Die Tabelle scheint wirklich für ne Fliegenrute zu sein. Werd ich mal bei meiner nächsten "Selbstgebauten" benutzen, wird vermutlich auf nem 9er Fliegen-Blanc von Loop aufgebaut. Ergibt ne butterweiche und schnelle Spinnrute (hoffentlich).

Mit ner anderen Rute vergleichen, wo die Bestückung hin soll, ist teilweise schwierig, da Anzahl der Ringe, Länge der Rute und des Griffstücks oft nicht stimmen. Hab mal versucht, eine Berechnungsgrundlage zu erstellen, aber #q . 
Zu wenig Vergleichswerte, um brauchbar zu sein. Ich hab die dann Ringe "aus dem Bauch" heraus gesetzt und mit der Methode wie von Udo beschrieben überprüft. Sieht recht gut aus. Wenn der Lack durchgehärtet ist, werd ich mal den ersten Probewurf machen. 

Ist übrigens schon die 5. Rute, die ich so zusammengezimmert hab. Geht recht gut und macht ordentlich Laune. Und das beste, man kann der Regierung (Frau) glaubhaft machen, das das Selberbauen billiger ist, als eine neue Rute (wenn die wüsste....):m


----------



## Geraetefetischist (15. Dezember 2004)

*AW: Spinnrute Ringe Einteilung*

Im Grunde ist das relativ einfach mit der Abstandsrechnung. Jeder Ring hat von seinem Vorgänger den abstand: (1.ring zu Spitzenring) + (konstante x (Ringnr -1))
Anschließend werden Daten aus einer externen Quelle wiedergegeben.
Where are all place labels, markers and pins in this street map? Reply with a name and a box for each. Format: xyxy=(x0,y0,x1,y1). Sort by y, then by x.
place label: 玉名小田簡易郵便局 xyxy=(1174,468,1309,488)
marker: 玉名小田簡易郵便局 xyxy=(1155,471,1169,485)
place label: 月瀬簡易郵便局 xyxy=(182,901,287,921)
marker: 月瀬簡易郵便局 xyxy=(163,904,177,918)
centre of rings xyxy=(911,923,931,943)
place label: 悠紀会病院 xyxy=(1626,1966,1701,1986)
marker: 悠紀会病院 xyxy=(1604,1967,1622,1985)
anders gesagt auf den Anfangsringabstand wird eine Geometrische reihe aufaddiert.
Dann ergibt sich Theoretisch aus einem Konstant konischen Blank (sind heute leider nicht mehr alle, aber bei den meisten passts noch) eine Ideale Beringung. Das Folgt aus dem unter biegung konstant ansteigenden Bogenradius von der Spitze zum handteil gesehen.
Frage ist nur, welche geometrische reihe wird aufaddiert. das hängt mit der Steigung des Rutenkonus zusammen.

Alles Klar? vermutlich nicht, das verstehen nur Mathematiker.

Praktisch: Frankys Tabelle benutzt eine recht einfache geometrische Reihe mit linearer steigerung.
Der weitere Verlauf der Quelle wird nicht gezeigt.